_Dataset extract_.
******************************
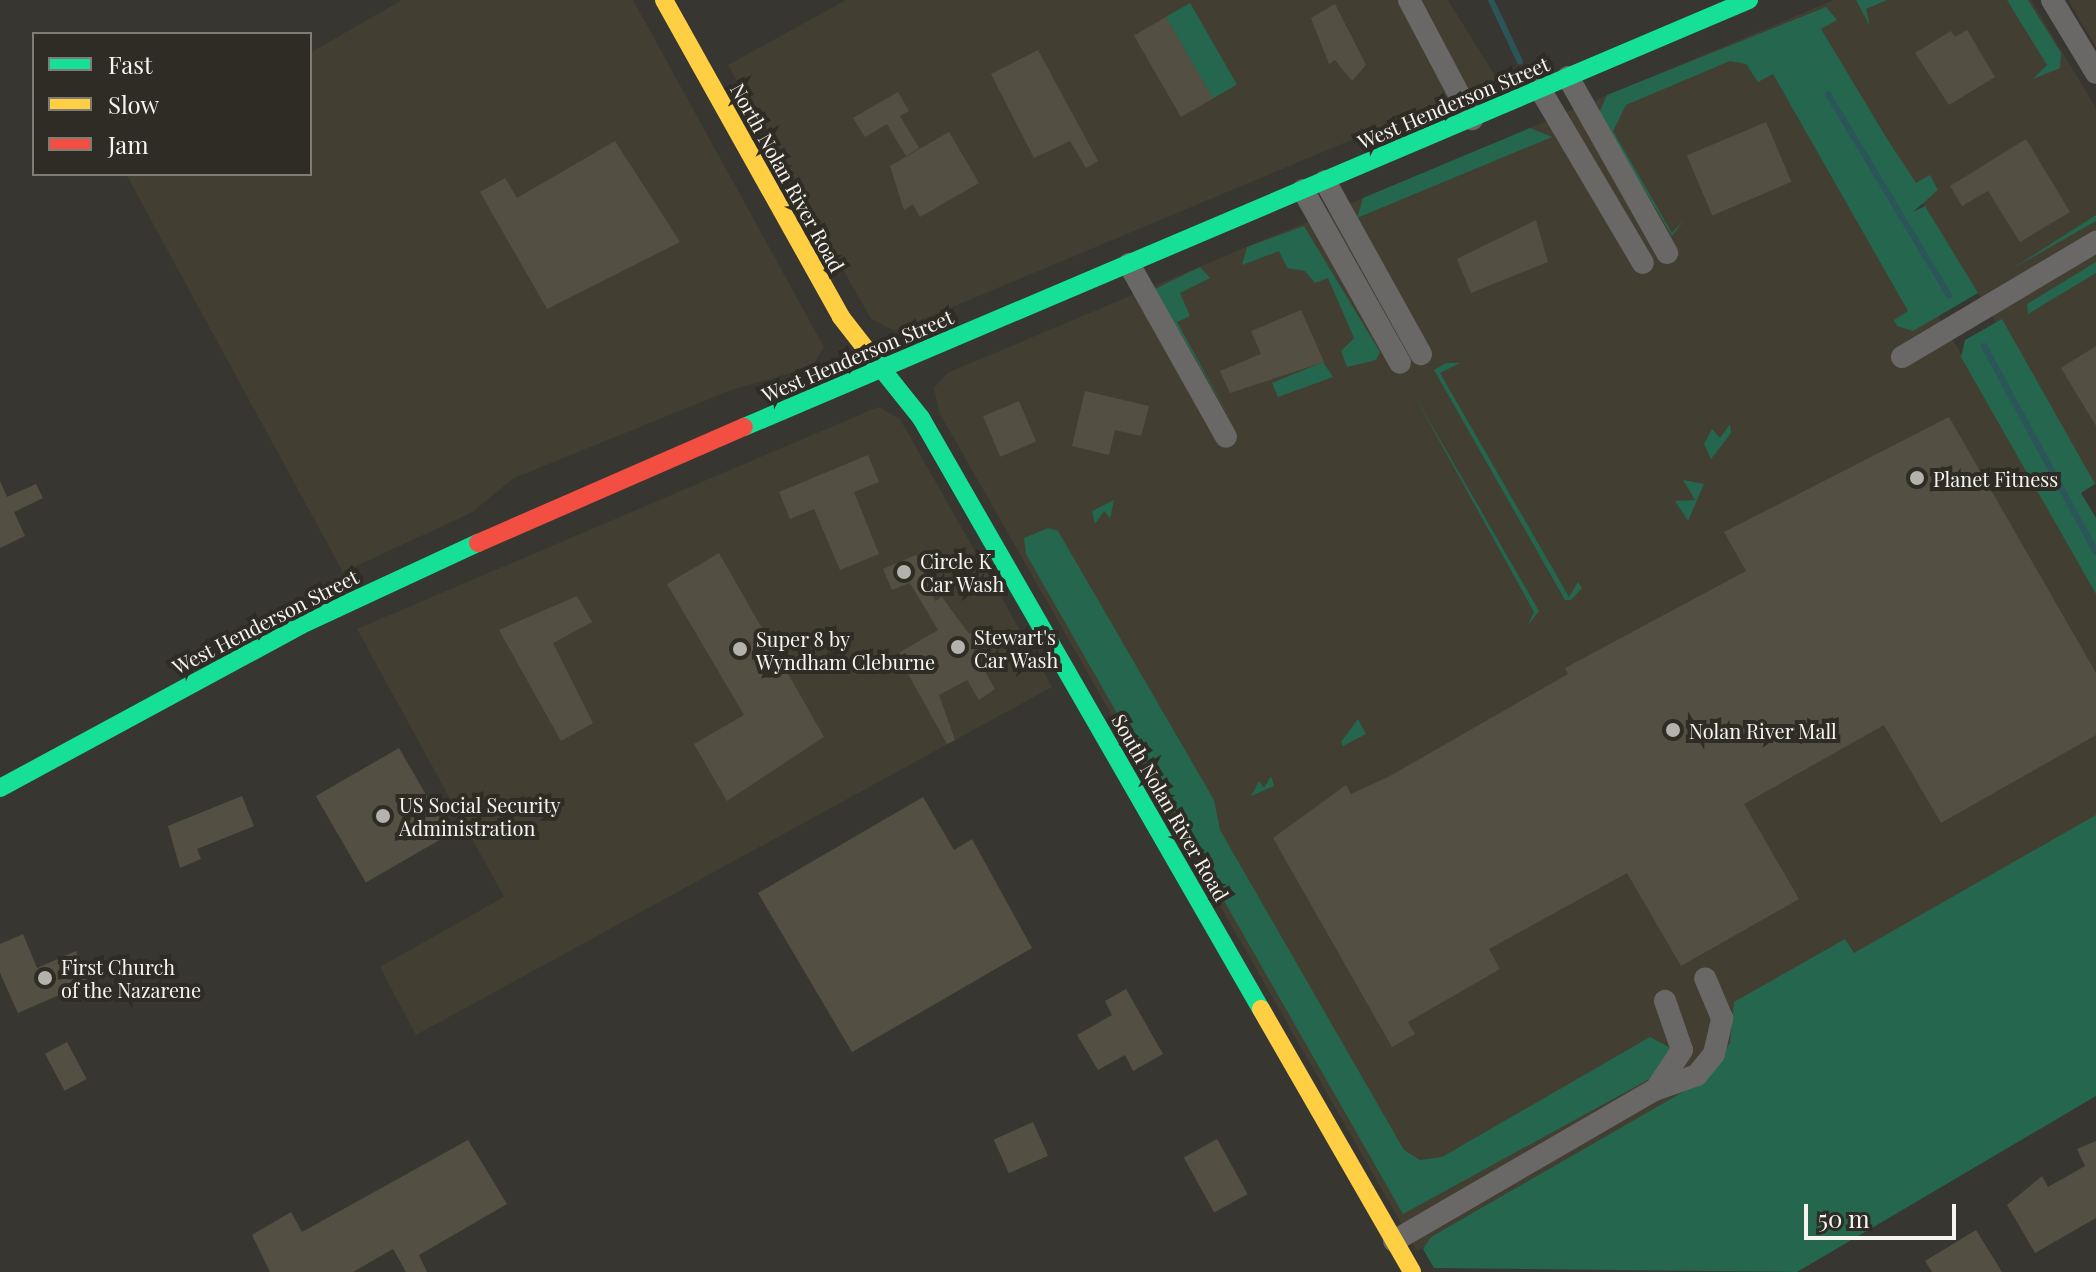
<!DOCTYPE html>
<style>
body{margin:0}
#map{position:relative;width:2096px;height:1272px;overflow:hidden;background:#373631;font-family:"Playfair Display",serif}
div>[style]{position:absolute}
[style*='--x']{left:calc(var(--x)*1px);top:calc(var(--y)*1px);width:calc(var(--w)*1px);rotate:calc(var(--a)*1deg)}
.built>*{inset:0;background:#423f32}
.green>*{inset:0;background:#24664e;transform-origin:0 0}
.stream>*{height:6px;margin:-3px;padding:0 3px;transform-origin:3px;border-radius:3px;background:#2b5558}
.building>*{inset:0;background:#535043;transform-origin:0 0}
.street>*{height:22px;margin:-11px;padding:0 11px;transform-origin:11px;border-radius:11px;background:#696866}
.fast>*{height:18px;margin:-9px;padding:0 9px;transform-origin:9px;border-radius:9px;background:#16e098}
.slow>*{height:18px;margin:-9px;padding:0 9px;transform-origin:9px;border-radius:9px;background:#ffcf43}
.jam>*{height:18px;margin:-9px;padding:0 9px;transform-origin:9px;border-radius:9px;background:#f24e42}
.dots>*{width:22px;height:22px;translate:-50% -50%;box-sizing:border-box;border:4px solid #2f2c25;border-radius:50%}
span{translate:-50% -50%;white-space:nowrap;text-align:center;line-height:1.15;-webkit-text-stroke:8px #2f2c25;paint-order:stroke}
.street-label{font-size:20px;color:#f6f4ef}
.poi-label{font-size:20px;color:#f6f4ef}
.left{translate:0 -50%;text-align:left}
.legend{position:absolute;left:32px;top:32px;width:280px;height:144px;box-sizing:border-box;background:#2f2c25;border:2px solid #7f7c76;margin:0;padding:10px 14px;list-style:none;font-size:24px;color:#f6f4ef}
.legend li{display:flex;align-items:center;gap:16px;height:40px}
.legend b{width:40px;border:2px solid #7f7c76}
.scale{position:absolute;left:1804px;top:1204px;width:152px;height:36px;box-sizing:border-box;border:4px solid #f6f4ef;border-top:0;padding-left:10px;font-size:24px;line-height:28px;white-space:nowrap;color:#f6f4ef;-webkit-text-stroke:6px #2f2c25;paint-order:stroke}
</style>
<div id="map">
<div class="built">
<i style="clip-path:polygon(402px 0,633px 0,824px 347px,812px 367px,731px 390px,514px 478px,471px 513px,343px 572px,126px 174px,310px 174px,310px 53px)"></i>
<i style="clip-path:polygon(846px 0,1448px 0,1497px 79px,895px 331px,871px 319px,728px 65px)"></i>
<i style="clip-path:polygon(1834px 0,2031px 0,2096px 108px,2096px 486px,1922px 202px,1884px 225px,2096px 579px,2096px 857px,1417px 1251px,939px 412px,934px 388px,947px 373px)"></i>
<i style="clip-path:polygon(2068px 0,2096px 0,2096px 47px)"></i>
<i style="clip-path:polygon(878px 407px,900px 419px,1052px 687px,416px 1035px,380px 967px,504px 897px,357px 629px)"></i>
</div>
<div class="green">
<i style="clip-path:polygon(1856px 0,1887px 0,1866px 9px,1870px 26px)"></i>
<i style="clip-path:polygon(2007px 0,2028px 0,2061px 53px,2060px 68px,2033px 79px,2047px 65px)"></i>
<i style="left:1190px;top:3px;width:94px;height:28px;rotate:60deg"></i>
<i style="clip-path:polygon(1826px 7px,1837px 20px,1821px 29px,1889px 142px,1916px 183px,1930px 175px,1938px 190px,1913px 212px,1925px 206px,1978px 293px,1913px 331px,1897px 326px,1894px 320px,1908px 311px,1773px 74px,1758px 82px,1746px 64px,1730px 61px,1626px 105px,1613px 131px,1672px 233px,1684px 220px,1672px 236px,1599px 113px,1607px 95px)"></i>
<i style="clip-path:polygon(1530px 128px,1552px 137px,1357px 218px,1363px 198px)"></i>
<i style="clip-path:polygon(2096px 215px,2096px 221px,2010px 270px)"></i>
<i style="clip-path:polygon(1304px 226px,1380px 352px,1376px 360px,1347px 367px,1341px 351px,1354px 338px,1328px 278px,1315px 283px,1305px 271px,1287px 268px,1279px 251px,1242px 265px,1247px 247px)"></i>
<i style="clip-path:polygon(2096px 262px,2096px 273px,2028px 314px,2027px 304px)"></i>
<i style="clip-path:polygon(1200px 267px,1210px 278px,1180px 293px,1190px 316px,1177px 322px,1231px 420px,1155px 289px)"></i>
<i style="clip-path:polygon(2002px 319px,2095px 484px,2081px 493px,2096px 518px,2096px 594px,1961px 357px,1965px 340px)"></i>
<i style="clip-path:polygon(1323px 362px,1333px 377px,1278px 397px,1272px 383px)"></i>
<i style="clip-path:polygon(1446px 363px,1460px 363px,1440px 373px,1569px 597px,1578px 582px,1582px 588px,1571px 600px,1565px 600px,1434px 370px)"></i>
<i style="clip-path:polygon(1413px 393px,1539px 611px,1528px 625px,1534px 612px)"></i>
<i style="clip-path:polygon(1730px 424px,1731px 433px,1711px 459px,1704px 444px,1712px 429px,1720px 438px)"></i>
<i style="clip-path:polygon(1683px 480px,1704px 484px,1688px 521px,1675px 501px,1695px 500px)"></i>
<i style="clip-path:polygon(1114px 500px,1110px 518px,1104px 511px,1095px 524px,1092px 511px)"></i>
<i style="clip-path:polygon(1048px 528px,1058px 531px,1214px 800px,1220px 830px,1404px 1150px,1420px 1160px,1442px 1157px,1650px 1037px,1672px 1049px,1664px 1071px,1403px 1214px,1026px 554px,1024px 538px)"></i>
<i style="clip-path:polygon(1358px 719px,1366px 734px,1343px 746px,1341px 742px)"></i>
<i style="clip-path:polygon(1271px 776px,1274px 786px,1251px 796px,1259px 781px,1264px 788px)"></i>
<i style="clip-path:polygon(2096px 815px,2096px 1096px,1797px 1272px,1434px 1268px,1423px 1249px,1431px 1237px,1702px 1081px,1730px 1043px,1734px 1002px,1845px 939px,1854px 953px)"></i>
</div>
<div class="stream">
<i style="--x:1491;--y:0;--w:68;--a:64.9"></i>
<i style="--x:1828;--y:94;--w:235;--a:59"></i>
<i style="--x:1984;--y:346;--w:234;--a:61.5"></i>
</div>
<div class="building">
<i style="clip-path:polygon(1335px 4px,1366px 65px,1352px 81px,1335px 60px,1329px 64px,1311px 18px)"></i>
<i style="left:1166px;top:17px;width:94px;height:37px;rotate:60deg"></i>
<i style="clip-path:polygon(1967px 30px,1995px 77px,1949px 105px,1915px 53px,1951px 31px,1955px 37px)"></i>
<i style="clip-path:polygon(1038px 50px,1098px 161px,1086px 168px,1070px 141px,1034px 158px,991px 74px)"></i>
<i style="clip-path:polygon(898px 92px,909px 111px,900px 116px,919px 148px,906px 156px,887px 124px,865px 137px,853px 118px)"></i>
<i style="left:1766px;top:122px;width:65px;height:86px;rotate:67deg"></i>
<i style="clip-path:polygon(949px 132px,979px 183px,920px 217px,913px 204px,904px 210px,890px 166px)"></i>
<i style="clip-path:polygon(2026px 139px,2070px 212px,2020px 242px,1988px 191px,1962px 206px,1950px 186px)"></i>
<i style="clip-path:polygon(615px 141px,680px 242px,547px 309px,480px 192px,505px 178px,517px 198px)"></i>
<i style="clip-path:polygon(1536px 220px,1548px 262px,1471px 293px,1457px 259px)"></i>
<i style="clip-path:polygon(1301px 310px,1324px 362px,1230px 393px,1220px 371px,1261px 354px,1251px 331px)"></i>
<i style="clip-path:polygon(2096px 346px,2096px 426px,2061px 368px)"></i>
<i style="clip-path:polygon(1085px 391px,1149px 406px,1141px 436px,1115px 430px,1109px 455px,1072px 446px)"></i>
<i style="left:1019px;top:401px;width:44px;height:39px;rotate:67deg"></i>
<i style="clip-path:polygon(1949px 417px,2096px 673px,2096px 735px,1941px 823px,1884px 725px,1744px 804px,1799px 899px,1681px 966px,1627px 873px,1489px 949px,1500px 969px,1408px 1022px,1415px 1034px,1392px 1047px,1273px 838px,1346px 785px,1351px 794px,1390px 776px,1568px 674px,1565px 668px,1746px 571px,1724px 532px)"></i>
<i style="clip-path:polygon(868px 455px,879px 482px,854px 492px,879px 554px,840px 570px,814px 509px,790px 519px,779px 492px)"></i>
<i style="clip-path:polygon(0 481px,7px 497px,36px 484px,43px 498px,14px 512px,25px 536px,0 548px)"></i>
<i style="clip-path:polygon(719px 553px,824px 737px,727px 801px,694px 744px,744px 715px,667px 584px)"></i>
<i style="clip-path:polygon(916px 555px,935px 601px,942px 597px,969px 634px,976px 630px,983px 644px,973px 650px,995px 689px,979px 700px,967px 680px,939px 695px,955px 740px,947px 744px,897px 654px,938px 630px,910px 583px,892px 590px,883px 569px)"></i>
<i style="clip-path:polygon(577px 596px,592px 622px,553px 643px,593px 723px,561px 741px,499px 630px)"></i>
<i style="left:399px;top:748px;width:100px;height:96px;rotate:60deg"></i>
<i style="clip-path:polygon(242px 796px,254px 826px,197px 849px,201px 859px,180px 868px,168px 826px)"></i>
<i style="clip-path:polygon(923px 797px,954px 850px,972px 839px,1032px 948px,852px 1052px,758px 893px)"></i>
<i style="clip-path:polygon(23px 934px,37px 968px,76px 951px,89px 982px,18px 1013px,0 973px,0 944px)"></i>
<i style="clip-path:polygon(1126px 989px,1163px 1054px,1133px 1071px,1125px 1055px,1098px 1070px,1077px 1035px,1112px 1015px,1105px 1001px)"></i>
<i style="left:67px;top:1042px;width:42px;height:25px;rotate:62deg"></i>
<i style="left:1033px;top:1122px;width:37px;height:43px;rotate:66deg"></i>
<i style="left:1217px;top:1139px;width:63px;height:38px;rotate:61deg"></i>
<i style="clip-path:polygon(468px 1140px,507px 1204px,419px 1255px,427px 1272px,406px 1272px,393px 1249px,353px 1272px,270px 1272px,252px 1235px,291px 1212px,302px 1232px)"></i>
<i style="clip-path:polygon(2096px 1141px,2096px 1218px,2035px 1253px,2007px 1205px,2042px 1176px,2048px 1187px,2085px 1166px,2077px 1149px)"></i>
<i style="clip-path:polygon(1976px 1230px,2002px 1272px,1932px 1272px,1925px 1261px)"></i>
</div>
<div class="street">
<i style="--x:1409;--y:0;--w:135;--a:62.1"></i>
<i style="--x:2052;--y:0;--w:85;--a:58.9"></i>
<i style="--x:1568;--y:77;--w:202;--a:60.6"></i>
<i style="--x:1540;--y:89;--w:202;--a:59.4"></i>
<i style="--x:1325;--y:181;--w:198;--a:61"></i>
<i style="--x:1303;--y:190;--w:198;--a:60.7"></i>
<i style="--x:1129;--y:264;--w:198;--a:60.7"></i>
<i style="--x:1902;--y:357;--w:226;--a:-30.7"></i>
<i style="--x:1656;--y:1089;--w:47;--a:-56.3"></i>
<i style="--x:1682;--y:1050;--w:52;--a:-109.1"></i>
<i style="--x:1394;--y:1241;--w:302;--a:-30.1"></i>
<i style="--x:1655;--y:1090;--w:45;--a:-19.7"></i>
<i style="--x:1697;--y:1075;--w:27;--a:-51"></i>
<i style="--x:1714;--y:1054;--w:37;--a:-77"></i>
<i style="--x:1722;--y:1018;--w:43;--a:-113"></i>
</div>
<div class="fast">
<i style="--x:869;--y:353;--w:83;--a:51.3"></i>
<i style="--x:921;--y:418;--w:682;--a:60.09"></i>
<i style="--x:744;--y:427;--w:1092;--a:-23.02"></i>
<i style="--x:0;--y:788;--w:342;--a:-28.4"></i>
<i style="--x:301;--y:625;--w:195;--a:-24.9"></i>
</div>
<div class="slow">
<i style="--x:664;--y:0;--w:363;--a:60.8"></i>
<i style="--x:841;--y:317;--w:46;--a:52.1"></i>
<i style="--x:1261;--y:1009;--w:303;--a:60.1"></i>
</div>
<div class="jam">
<i style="--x:478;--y:543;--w:290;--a:-23.6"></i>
</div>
<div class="dots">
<i style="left:1917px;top:478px;background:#b3b2ac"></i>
<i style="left:904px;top:572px;background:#b3b2ac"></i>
<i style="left:958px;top:647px;background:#b3b2ac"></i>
<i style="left:740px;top:649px;background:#b3b2ac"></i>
<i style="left:1673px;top:730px;background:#b3b2ac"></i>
<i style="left:383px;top:816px;background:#b3b2ac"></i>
<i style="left:45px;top:978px;background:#b3b2ac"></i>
</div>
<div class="street-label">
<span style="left:1453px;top:102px;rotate:-23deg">West Henderson Street</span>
<span style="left:788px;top:177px;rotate:61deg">North Nolan River Road</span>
<span style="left:857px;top:355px;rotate:-23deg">West Henderson Street</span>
<span style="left:265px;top:621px;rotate:-27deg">West Henderson Street</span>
<span style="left:1171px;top:807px;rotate:60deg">South Nolan River Road</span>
</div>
<div class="poi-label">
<span class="left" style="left:1933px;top:478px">Planet Fitness</span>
<span class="left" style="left:920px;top:572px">Circle K<br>Car Wash</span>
<span class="left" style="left:974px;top:648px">Stewart's<br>Car Wash</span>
<span class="left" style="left:756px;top:650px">Super 8 by<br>Wyndham Cleburne</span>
<span class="left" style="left:1689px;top:730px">Nolan River Mall</span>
<span class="left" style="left:399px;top:816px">US Social Security<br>Administration</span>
<span class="left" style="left:61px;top:978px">First Church<br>of the Nazarene</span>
</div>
<ul class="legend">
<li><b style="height:10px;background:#16e098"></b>Fast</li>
<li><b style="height:10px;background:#ffcf43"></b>Slow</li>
<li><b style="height:10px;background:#f24e42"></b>Jam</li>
</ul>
<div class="scale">50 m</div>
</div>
******************************
_Problem to work on_. Go line by line through the material above and return each one that includes "green".

_Response area_.
.green>*{inset:0;background:#24664e;transform-origin:0 0}
<div class="green">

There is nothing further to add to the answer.